**What you should do:**
Each line of the records containing "nowrap" is to be copied out and returned.

━━ Supplied records ━━

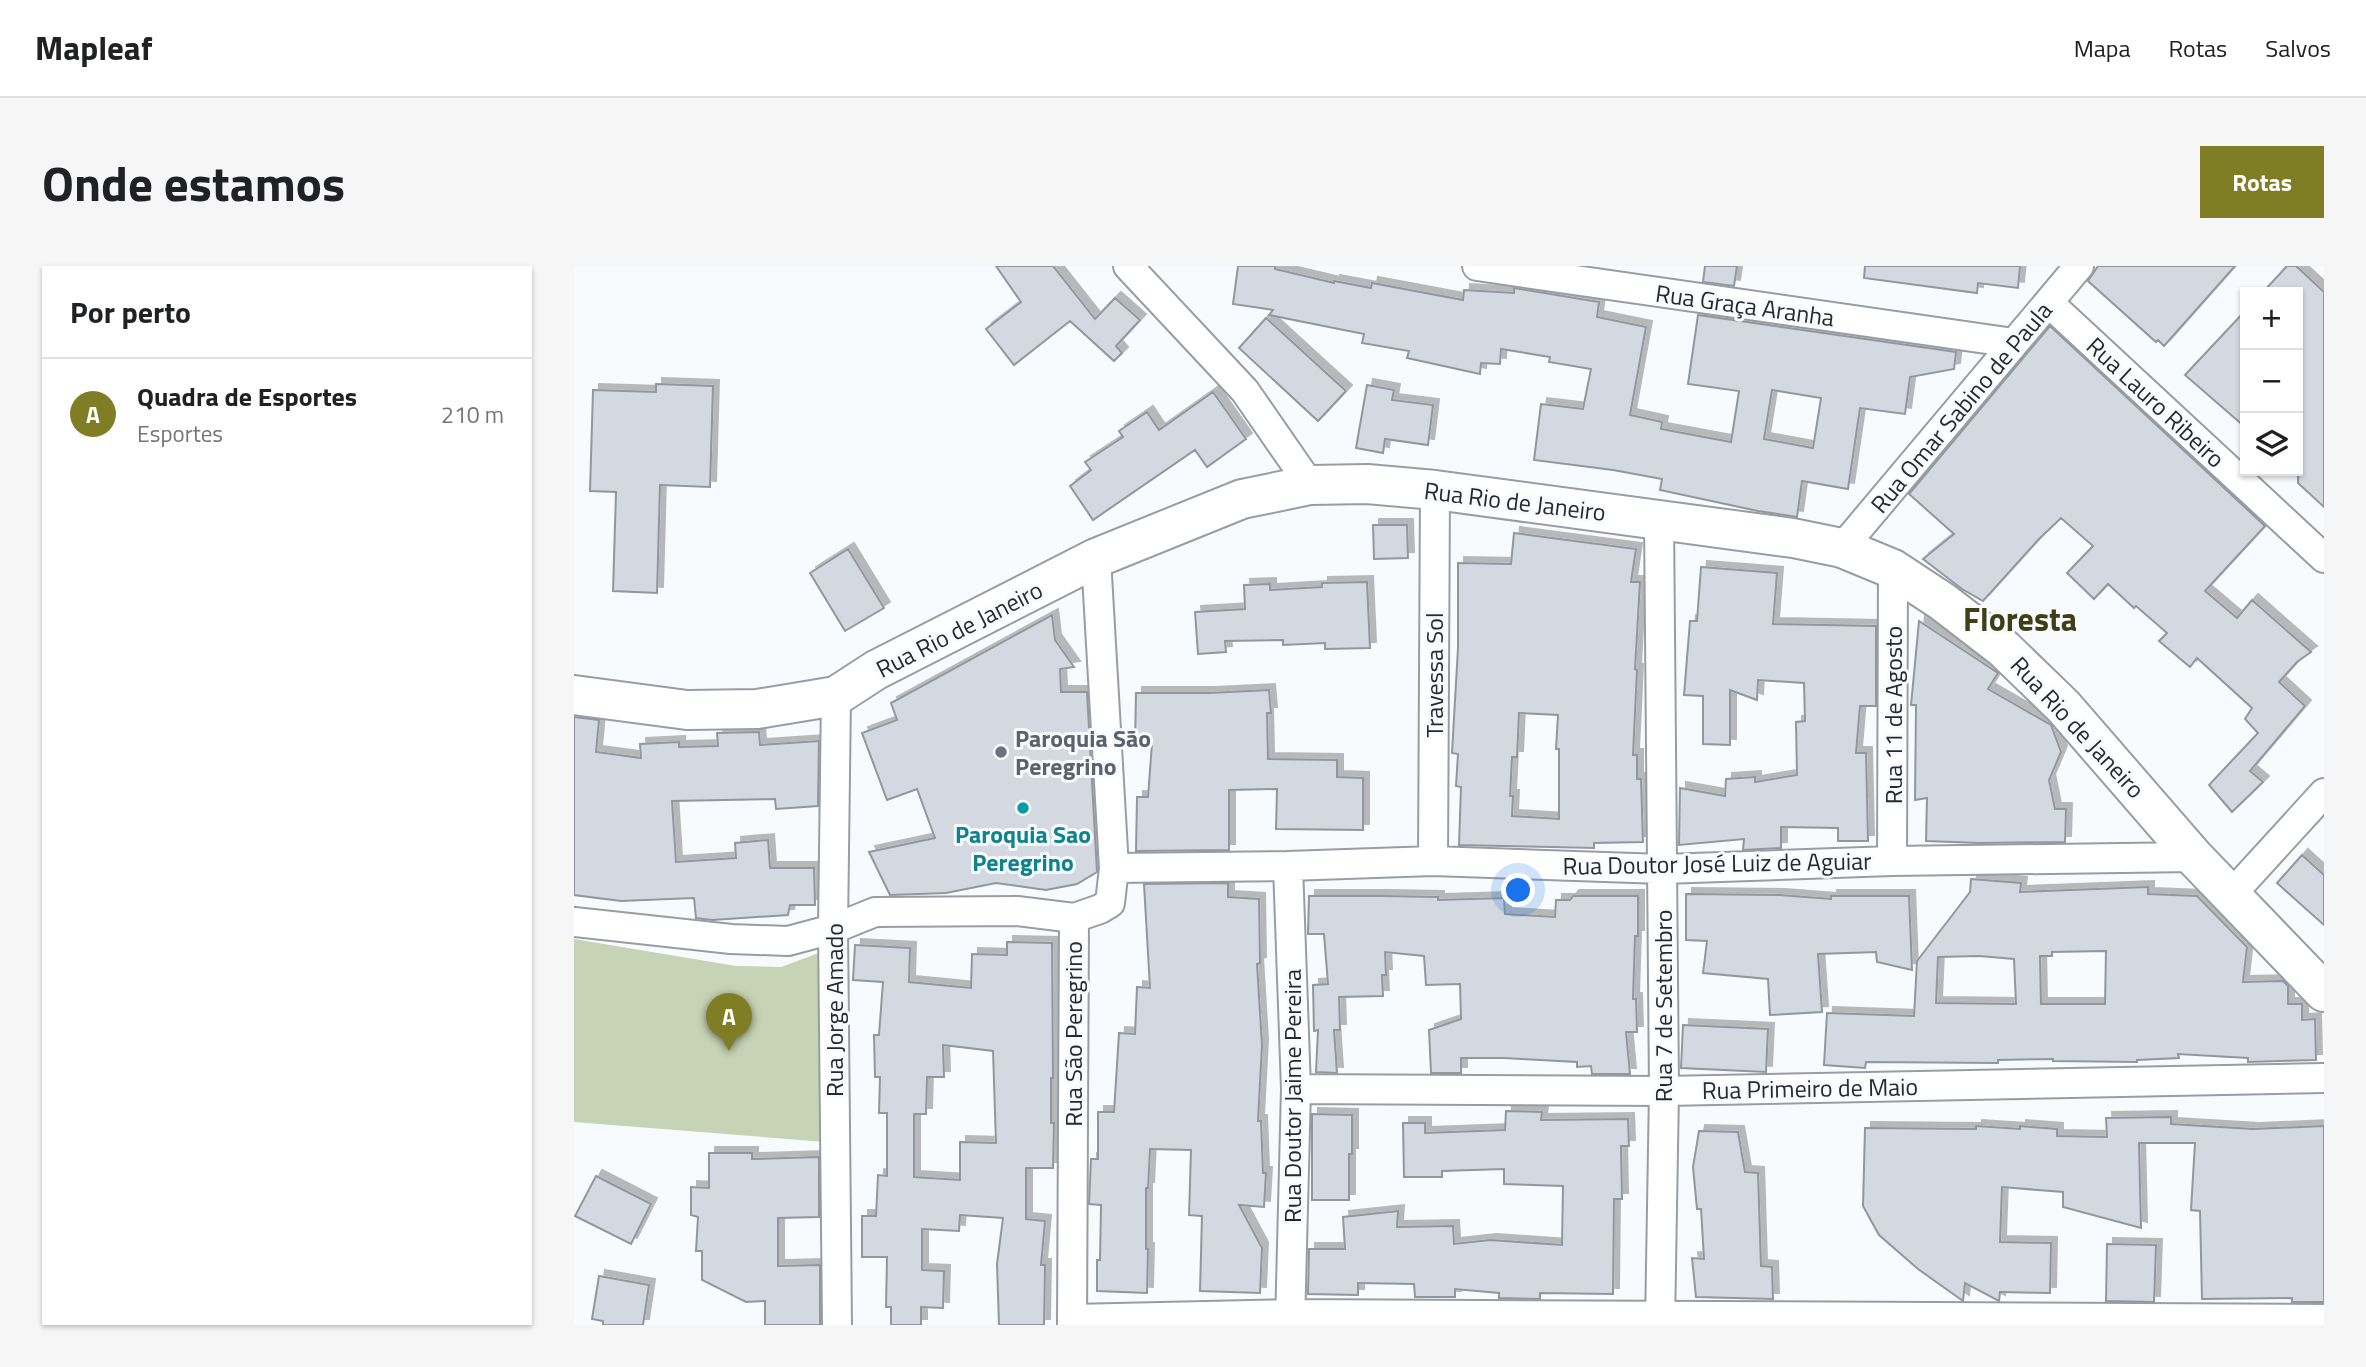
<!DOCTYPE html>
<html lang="pt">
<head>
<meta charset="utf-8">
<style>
	body { margin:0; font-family:"Titillium Web",sans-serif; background:#f6f6f6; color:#202124 }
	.controls { position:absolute; right:21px; top:21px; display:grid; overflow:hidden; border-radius:0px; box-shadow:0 2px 5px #0004 }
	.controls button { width:63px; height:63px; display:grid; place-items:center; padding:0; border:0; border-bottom:2px solid #e0e0e0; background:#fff; color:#202124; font:35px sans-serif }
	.you { position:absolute; left:945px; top:625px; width:24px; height:24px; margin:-18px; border:5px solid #fff; border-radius:50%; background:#1a73e8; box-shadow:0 0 0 10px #1a73e833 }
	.badge { display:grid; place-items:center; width:46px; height:46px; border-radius:50%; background:#807e25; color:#fff; font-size:23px; font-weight:700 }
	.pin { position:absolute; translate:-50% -58px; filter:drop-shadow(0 2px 4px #0008) }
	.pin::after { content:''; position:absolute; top:37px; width:24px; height:21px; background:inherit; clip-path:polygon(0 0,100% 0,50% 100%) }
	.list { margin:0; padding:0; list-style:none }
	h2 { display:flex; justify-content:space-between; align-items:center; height:91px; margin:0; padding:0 28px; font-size:30px }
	h2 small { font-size:23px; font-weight:400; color:#757577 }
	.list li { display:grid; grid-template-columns:46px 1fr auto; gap:21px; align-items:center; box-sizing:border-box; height:112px; padding:0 28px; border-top:2px solid #e0e0e0 }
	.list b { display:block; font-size:26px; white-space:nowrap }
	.list p { margin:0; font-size:23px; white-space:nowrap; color:#757577 }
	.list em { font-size:23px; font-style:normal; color:#757577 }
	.icon { flex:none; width:38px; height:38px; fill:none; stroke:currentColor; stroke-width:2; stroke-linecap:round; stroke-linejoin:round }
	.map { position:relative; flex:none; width:1750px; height:1059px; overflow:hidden; border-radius:0px }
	header { display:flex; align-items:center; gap:42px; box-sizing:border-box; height:98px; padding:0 35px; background:#fff; border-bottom:2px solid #e0e0e0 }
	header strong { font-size:33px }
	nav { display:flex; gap:38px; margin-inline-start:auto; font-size:24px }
	.intro { display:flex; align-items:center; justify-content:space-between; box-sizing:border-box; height:168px; padding:0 42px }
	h1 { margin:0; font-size:49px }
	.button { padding:18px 32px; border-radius:0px; background:#807e25; color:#fff; font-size:24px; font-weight:700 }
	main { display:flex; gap:42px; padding:0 42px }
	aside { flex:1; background:#fff; border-radius:0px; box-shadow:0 2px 5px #0004 }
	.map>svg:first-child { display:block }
</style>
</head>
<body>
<header>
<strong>Mapleaf</strong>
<nav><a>Mapa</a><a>Rotas</a><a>Salvos</a></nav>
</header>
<div class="intro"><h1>Onde estamos</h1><a class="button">Rotas</a></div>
<main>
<aside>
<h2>Por perto<small></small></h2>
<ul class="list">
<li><span class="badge">A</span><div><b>Quadra de Esportes</b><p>Esportes</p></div><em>210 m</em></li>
</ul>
</aside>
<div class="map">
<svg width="1750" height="1059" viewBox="0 0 1750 1059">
	<defs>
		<filter id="shadow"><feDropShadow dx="6" dy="-6" stdDeviation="0" flood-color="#0004"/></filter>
	</defs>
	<rect width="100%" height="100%" fill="#f8fbfe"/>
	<path fill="#c6d3b4" d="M 0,673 L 162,700 L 207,701 L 253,684 L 252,876 L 0,856 Z"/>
	<path fill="#d4d9e1" stroke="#92979e" stroke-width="2" fill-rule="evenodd" filter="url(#shadow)" d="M 422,0 L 479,0 L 521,53 L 541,32 L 566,54 L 542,80 L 548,87 L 540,95 L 496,55 L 440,99 L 412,63 L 447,36 Z
		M 664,0 L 701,0 L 701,3 L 760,17 L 760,15 L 797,22 L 798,17 L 889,34 L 890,24 L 940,27 L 940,22 L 1025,36 L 1023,51 L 1072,61 L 1056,149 L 1088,156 L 1087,163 L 1157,176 L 1165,125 L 1114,118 L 1124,49 L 1382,86 L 1380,103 L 1336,111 L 1331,148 L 1286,142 L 1274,223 L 1228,215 L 1223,251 L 1184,245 L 1086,224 L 1088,213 L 1039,204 L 960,194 L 967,138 L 1009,143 L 1017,103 L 975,96 L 976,91 L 927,83 L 926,98 L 907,97 L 906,108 L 833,92 L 835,85 L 788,77 L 790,68 L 695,49 L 699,44 L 659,38 ZM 1198,124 L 1247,132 L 1239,182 L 1190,173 Z
		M 1131,0 L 1163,0 L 1160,20 L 1129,16 Z
		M 1291,0 L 1446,0 L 1444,22 L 1404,17 L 1403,27 L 1290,12 Z
		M 1524,0 L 1661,0 L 1590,80 L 1584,74 L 1582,76 L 1514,15 Z
		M 1713,0 L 1722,0 L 1750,26 L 1750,241 L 1724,217 L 1724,26 L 1689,26 Z
		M 1671,45 L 1671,161 L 1611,109 Z
		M 692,52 L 772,125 L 744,155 L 665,82 Z
		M 1476,60 L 1691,260 L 1631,325 L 1663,352 L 1678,334 L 1737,386 L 1723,396 L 1705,416 L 1731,440 L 1676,505 L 1689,516 L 1658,546 L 1635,519 L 1684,467 L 1671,453 L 1678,442 L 1623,392 L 1616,401 L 1585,375 L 1593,367 L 1562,340 L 1560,342 L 1534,318 L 1520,333 L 1493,307 L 1519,280 L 1487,252 L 1465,273 L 1409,335 L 1388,323 L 1349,293 L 1380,268 L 1335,228 Z
		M 82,118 L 139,120 L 136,221 L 86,219 L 83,327 L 39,325 L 42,226 L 16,225 L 19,124 L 82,126 Z
		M 793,119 L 820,124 L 818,134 L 859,139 L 854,179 L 811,173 L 809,187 L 782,182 Z
		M 639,126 L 672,173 L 633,201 L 621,184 L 519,254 L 496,220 L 517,204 L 511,196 L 549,171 L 545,165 L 573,146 L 585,164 Z
		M 799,259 L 833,259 L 834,292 L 800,293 Z
		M 940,267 L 1062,283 L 1057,316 L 1066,316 L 1061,403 L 1063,404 L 1059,489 L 1063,489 L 1063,513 L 1067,513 L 1069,576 L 1020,577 L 1020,582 L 885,579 L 887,521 L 882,520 L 884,488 L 878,487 L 884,382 L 884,297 L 937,298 ZM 945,447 L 984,449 L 982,483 L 985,483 L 985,553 L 938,550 L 939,530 L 936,530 L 938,491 L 943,491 Z
		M 274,283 L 310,342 L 271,365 L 236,307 Z
		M 1127,301 L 1203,307 L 1199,358 L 1302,360 L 1302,440 L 1286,440 L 1282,487 L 1292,487 L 1294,575 L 1264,575 L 1264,562 L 1207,561 L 1207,582 L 1169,584 L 1170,573 L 1105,579 L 1106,522 L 1151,530 L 1152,513 L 1181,511 L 1181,516 L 1223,509 L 1222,456 L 1231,455 L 1230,417 L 1184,414 L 1183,434 L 1156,424 L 1156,479 L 1129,478 L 1129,430 L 1110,429 L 1116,355 L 1123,355 Z
		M 793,316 L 796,382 L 751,383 L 751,377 L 709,379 L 709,374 L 651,375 L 652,386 L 624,388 L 621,346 L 671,343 L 670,319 L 696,318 L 696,324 L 748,321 L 748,317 Z
		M 478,349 L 481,374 L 500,401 L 486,403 L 487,426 L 513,426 L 523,606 L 503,618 L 472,624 L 422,617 L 372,627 L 316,629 L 295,586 L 361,572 L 343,523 L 313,534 L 288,467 L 323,454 L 317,437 Z
		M 1345,355 L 1424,407 L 1414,423 L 1477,459 L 1487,486 L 1475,514 L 1481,543 L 1492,543 L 1491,576 L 1405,577 L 1352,575 L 1353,532 L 1341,534 L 1342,439 L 1337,439 Z
		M 695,424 L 697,447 L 693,447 L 694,493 L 763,494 L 763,511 L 789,512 L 789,564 L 702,563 L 703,523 L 655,524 L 655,584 L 562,585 L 563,531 L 574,531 L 578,477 L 561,477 L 562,427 L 635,427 Z
		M 0,451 L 25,454 L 22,486 L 67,492 L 66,478 L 105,476 L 105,481 L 144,480 L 143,467 L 185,466 L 186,479 L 245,475 L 244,540 L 202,543 L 201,533 L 98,535 L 102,596 L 162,592 L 161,577 L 194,574 L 196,602 L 240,602 L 241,639 L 216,639 L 214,649 L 138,654 L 122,652 L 120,632 L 47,635 L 0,629 Z
		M 1728,589 L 1750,609 L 1750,659 L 1703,617 Z
		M 1397,613 L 1447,617 L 1446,626 L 1574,621 L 1574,628 L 1623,630 L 1673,681 L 1669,716 L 1709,715 L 1714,720 L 1714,738 L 1728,738 L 1728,754 L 1741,753 L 1742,794 L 1674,796 L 1674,792 L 1604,788 L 1605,792 L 1563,794 L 1563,796 L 1479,795 L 1479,793 L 1424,794 L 1424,797 L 1292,796 L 1291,802 L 1250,799 L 1253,747 L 1340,750 L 1343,695 L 1396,626 ZM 1532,685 L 1531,738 L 1467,738 L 1466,690 L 1478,690 L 1478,686 ZM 1405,690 L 1440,693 L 1442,738 L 1362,737 L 1364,691 Z
		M 654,617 L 654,631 L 685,633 L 686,697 L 683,698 L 688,779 L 684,855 L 687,855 L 689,907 L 692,907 L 690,941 L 665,939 L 688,982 L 686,1027 L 626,1025 L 628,950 L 615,949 L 617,884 L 576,883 L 574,922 L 572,922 L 572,983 L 574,983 L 573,1027 L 523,1025 L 523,994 L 526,994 L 527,939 L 515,938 L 517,893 L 524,893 L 524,846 L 540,846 L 545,767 L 561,768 L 563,721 L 576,722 L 570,618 Z
		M 1112,628 L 1205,629 L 1257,633 L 1257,630 L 1335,630 L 1338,704 L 1303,696 L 1302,686 L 1244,688 L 1248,746 L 1196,749 L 1194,713 L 1129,707 L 1133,675 L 1112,674 Z
		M 735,630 L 808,630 L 864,631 L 864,634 L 930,632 L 931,648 L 981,651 L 982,634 L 996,634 L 999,630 L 1064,630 L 1064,670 L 1061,670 L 1059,733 L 1062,733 L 1063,766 L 1052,766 L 1056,808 L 1018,808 L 1017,800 L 1003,801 L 1003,796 L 930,792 L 887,792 L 887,807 L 857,807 L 855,764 L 887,753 L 886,718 L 852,719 L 850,690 L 811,686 L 812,709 L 808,709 L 809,730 L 765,731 L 766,764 L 760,764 L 763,807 L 742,806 L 744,764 L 740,765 L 739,719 L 754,718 L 750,668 L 734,668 Z
		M 433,676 L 478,677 L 479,812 L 477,812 L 477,857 L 480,857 L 479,902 L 452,902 L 452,953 L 471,955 L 467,999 L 471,999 L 470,1059 L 425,1059 L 423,998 L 429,952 L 386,949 L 385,965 L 348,963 L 348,1004 L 370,1005 L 369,1042 L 347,1041 L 347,1059 L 317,1059 L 317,1041 L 312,1041 L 313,991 L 288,991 L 288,950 L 302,950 L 304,909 L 313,910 L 313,847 L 305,847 L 306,811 L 301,811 L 300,769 L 305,769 L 309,716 L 279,714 L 281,679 L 336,682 L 335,716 L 397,722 L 398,688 L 433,689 ZM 369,779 L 419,785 L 422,877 L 386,876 L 386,914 L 340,911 L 340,848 L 352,848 L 353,811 L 370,811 Z
		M 1109,759 L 1194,763 L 1192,806 L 1107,802 Z
		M 932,845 L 968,846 L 967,854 L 1054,853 L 1055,880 L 1047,880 L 1048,933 L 1040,933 L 1039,1028 L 966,1027 L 966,1033 L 925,1032 L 925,1027 L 881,1023 L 881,1031 L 841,1031 L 840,1018 L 784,1017 L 784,1029 L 734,1028 L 735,983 L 771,983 L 769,951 L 824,945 L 823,961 L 879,960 L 880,978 L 916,974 L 988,979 L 989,920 L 930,918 L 930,903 L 868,905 L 868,911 L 830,911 L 829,857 L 851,857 L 851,867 L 931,864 Z
		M 738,848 L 778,849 L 778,888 L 775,888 L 775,934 L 738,934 Z
		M 1597,851 L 1597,858 L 1679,863 L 1750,860 L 1750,1036 L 1718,1036 L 1718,1032 L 1628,1033 L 1626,945 L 1617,944 L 1621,877 L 1565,877 L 1567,962 L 1489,941 L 1489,926 L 1428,921 L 1426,976 L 1477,977 L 1476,1027 L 1426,1026 L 1425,1035 L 1391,1017 L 1389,1035 L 1344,1003 L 1305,969 L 1289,940 L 1291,862 L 1402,863 L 1402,860 L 1446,863 L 1446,860 L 1483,863 L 1483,870 L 1533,871 L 1532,852 Z
		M 1125,865 L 1164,866 L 1171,906 L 1184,907 L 1187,1000 L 1198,1001 L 1199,1033 L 1122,1031 L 1118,992 L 1130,993 L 1127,943 L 1123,943 L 1119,901 Z
		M 135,887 L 178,887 L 178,893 L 245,891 L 245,951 L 204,952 L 204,1000 L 246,999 L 246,1059 L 191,1059 L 191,1035 L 172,1036 L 128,1014 L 128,985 L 122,985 L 124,951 L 117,949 L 117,921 L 135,922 Z
		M 22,910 L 77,938 L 57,978 L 1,950 Z
		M 1533,978 L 1582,979 L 1580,1036 L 1532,1035 Z
		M 25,1010 L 75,1019 L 69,1059 L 29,1059 L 29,1055 L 18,1053 Z"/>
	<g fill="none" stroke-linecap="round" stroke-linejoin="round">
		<g stroke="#989da4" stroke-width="32">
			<path id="minor" d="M 554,0 L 671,125 L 736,219
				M 903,0 L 1440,77
				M 1475,37 L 1750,292
				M 1085,253 L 1090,825 L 1086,1059
				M 1268,282 L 1505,0
				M 262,430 L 259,663 L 263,1059
				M 859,595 L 861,224
				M 1318,595 L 1319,303
				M 714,600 L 722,823 L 716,1059
				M 540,602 L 714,600 L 859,595 L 1089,603 L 1318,595 L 1620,591
				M 1656,630 L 1750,527
				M 0,656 L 157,673 L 214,675 L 259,663 L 301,646 L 443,645 L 500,652
				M 722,823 L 1090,825 L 1750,812
				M 498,1053 L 716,1048 L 1750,1053
				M 498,1059 L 500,652 L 526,643 L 536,637 L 540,602 L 522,292"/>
		</g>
		<g stroke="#989da4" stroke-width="42">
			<path id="secondary" d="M 0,429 L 113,444 L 183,443 L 262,430 L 302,404 L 522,292 L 668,233 L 736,219 L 793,218 L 861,224 L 1219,272 L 1268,282 L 1319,303 L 1369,336 L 1430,383 L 1489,440 L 1620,591 L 1750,726"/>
		</g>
		<use href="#minor" stroke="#fff" stroke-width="28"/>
		<use href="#secondary" stroke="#fff" stroke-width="38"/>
	</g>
	<circle fill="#6b7280" stroke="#f8fbfe" stroke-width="2.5" cx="427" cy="486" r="7"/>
	<circle fill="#0f9aa8" stroke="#f8fbfe" stroke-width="2.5" cx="449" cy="542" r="7"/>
	<g text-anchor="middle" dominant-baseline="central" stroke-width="6" stroke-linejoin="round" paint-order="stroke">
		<g font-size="24" fill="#27292b" stroke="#f8fbfe">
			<text transform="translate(1171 39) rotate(8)">Rua Graça Aranha</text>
			<text transform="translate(1582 136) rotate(43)">Rua Lauro Ribeiro</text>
			<text transform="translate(1387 141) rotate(-50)">Rua Omar Sabino de Paula</text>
			<text transform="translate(941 235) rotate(7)">Rua Rio de Janeiro</text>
			<text transform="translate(385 363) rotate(-27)">Rua Rio de Janeiro</text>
			<text transform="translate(860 409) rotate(-90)">Travessa Sol</text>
			<text transform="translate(1319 449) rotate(-90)">Rua 11 de Agosto</text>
			<text transform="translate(1504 461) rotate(47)">Rua Rio de Janeiro</text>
			<text transform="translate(1143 597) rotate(-1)">Rua Doutor José Luiz de Aguiar</text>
			<text transform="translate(1089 740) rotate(-90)">Rua 7 de Setembro</text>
			<text transform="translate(260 744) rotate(-90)">Rua Jorge Amado</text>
			<text transform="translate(499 768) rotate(-90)">Rua São Peregrino</text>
			<text transform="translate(1236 822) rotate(-1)">Rua Primeiro de Maio</text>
			<text transform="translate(718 830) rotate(-90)">Rua Doutor Jaime Pereira</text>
		</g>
		<g font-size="24" font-weight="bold" fill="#5b616d" stroke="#f8fbfe" text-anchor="start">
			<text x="441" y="472">Paroquia São<tspan x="441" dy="28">Peregrino</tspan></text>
		</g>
		<g font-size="24" font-weight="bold" fill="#0d838f" stroke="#f8fbfe">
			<text x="449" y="568">Paroquia Sao<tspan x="449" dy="28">Peregrino</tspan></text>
		</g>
		<g font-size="32" font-weight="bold" fill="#3f3e15" stroke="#f8fbfe">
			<text x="1446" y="353">Floresta</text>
		</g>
	</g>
</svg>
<div class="controls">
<button>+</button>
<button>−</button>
<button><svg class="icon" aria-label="layers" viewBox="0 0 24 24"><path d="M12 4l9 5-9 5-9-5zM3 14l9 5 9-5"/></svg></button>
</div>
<div class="you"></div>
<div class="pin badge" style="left:155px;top:785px">A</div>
</div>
</main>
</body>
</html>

━━━

**Problem solution:**
	.list b { display:block; font-size:26px; white-space:nowrap }
	.list p { margin:0; font-size:23px; white-space:nowrap; color:#757577 }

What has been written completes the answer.